The following are my favorite quotes from Charles Barber's Citizen Outlaw: One Man's Journey from Gangleader to Peacekeeper:
- At age seven, [William] Outlaw so much admired one of the officers, a strapping man who would go on to become New Haven's first African-American police commissioner, that he wanted to become a policeman. But by age ten, Outlaw had seen the behavior of other officers, who took bribes and slept with the single moms, and he grew to hate everything about the New Haven police department.
- At the heart of his story is an unrelenting paradox. It is a story of doing unremitting damage and then trying to undo that damage, which of course is not actually possible. But these days Outlaw relentlessly spends his hours undertaking the insurmountable task of trying to overturn what has already been done.
- Even at his young age, Outlaw sensed that his father's rage was somehow misplaced. Sure, Outlaw had done something wrong; sometimes Outlaw himself believed he deserved punishment. But he could feel in his heart that there was no love behind his father's so-called discipline.
- The framers of the public housing movement made a critical error as they conceived of their master plan: they prohibited tenants from owning their apartments, and therefore residents had little personal investment in the properties in which they lived. The buildings were owned by city authorities and often poorly maintained. The projects were frequently opened with great optimism and fanfare, but then quickly fell apart. And just as often, in creating the new projects, entire neighborhoods--many of them containing handsome historical structures alongside the squalid tenements--were razed. These processes created deep-seated feelings of dislocation and alienation among long-standing residents. In New Haven alone, 20 percent of the population was forced to move out of their homes between 1956 and 1974, all in the name of purported urban renewal and progress.
- Research shows that gangs thrive in areas of wide income disparity, and Connecticut had among the highest income disparity in the United States.
- Outlaw perfected this style of business in the gang's first two years, all before his sixteenth birthday. It powered the Jungle Boys into becoming the largest gang in New Haven, and made Outlaw a local celebrity wherever he went.
- Just as he arrived, an explosive element came along that changed the New Haven--and American--drug scene forever. Cocaine.
- A few weeks after [Len Bias's] death, both Republicans and Democrats forged the Anti-Drug Abuse Act, which fundamentally transformed the law enforcement community's response to drug abuse from a rehabilitative approach to a punitive one. Soon afterward came further legislation, which called for new prisons and mandatory minimum sentences for drug violations. The new laws made punishments related to crack up to a hundredfold higher than for cocaine. Nancy Reagan, who led an anti-drug campaign from the White House, deemed the legislation a personal victory.
- By the 1960s and 1070s, amid rising crime and high rates of criminal recidivism (nationally, about half of inmates released from prison were incarcerated again within three years), the Bureau of Prisons largely abandoned any interest in rehabilitation, replacing that ideal with the liberal use of solitary confinement and lockdowns.
- The "Cure Violence" health model, originally developed by Dr. Gary Slutkin of the University of Illinois at Chicago School of Public Health, identifies three principles employed to combat epidemics of disease and applies them to youth violence: 1. interrupt transmission of the disease; 2. reduce the risk of the highest-risk cases and; 3. change community norms.

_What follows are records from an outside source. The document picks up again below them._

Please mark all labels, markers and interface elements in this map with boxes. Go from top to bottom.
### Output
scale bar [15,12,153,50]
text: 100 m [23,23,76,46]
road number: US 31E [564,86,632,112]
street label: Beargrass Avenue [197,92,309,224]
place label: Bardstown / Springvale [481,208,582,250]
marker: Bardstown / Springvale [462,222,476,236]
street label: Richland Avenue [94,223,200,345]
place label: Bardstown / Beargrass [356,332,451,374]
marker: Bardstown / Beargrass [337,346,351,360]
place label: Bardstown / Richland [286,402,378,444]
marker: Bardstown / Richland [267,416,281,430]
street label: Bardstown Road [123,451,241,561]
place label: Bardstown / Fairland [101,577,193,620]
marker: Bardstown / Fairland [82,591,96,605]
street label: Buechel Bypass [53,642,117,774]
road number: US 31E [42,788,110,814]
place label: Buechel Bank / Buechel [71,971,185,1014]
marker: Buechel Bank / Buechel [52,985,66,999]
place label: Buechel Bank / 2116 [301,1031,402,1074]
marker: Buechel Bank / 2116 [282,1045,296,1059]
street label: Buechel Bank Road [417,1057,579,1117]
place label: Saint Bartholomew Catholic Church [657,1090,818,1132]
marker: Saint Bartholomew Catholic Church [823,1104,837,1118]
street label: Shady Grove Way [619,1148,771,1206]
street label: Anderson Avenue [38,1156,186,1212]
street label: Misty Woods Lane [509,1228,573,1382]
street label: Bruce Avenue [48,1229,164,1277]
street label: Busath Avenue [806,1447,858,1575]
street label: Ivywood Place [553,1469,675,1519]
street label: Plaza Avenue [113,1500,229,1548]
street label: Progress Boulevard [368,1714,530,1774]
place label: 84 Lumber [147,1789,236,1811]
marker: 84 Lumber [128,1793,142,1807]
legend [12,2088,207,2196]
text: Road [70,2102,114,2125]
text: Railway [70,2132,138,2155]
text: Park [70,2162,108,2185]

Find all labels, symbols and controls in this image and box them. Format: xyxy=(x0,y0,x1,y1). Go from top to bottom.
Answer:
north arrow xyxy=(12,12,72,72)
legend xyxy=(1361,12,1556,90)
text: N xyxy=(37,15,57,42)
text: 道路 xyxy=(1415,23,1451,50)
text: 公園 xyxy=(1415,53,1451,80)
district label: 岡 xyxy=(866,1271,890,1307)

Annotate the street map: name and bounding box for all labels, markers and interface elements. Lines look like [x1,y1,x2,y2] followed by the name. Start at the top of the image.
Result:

- In 2016, when a New Haven dealer was sent back to prison, he sold his cell phone to another dealer for $30,000. The contacts on his phone amounted to an instant book of business.
- There was one thing that had not much changed upon Outlaw's return: the homicide rate. Twenty-two murders were perpetrated in New Haven in 2008; 12 in 2009; 23 in 2010, and an astonishing 34 in 2011, numbers that had not been seen since the 1980s. In 2010, not one of the murder victims in New Haven was white. 22 were black, and one was Hispanic. Twenty two of the 23 people killed were male. Between 2003 and 2015, among the 1225 victims of gunshot wounds treated at Yale New Haven Hospital, 84 percent were either black or Hispanic, and 93 percent were male. The statistics mirrored national numbers: black men comprise 6 percent of the United States population but half of all homicide victims. Five thousand black men perish in gunfire annually.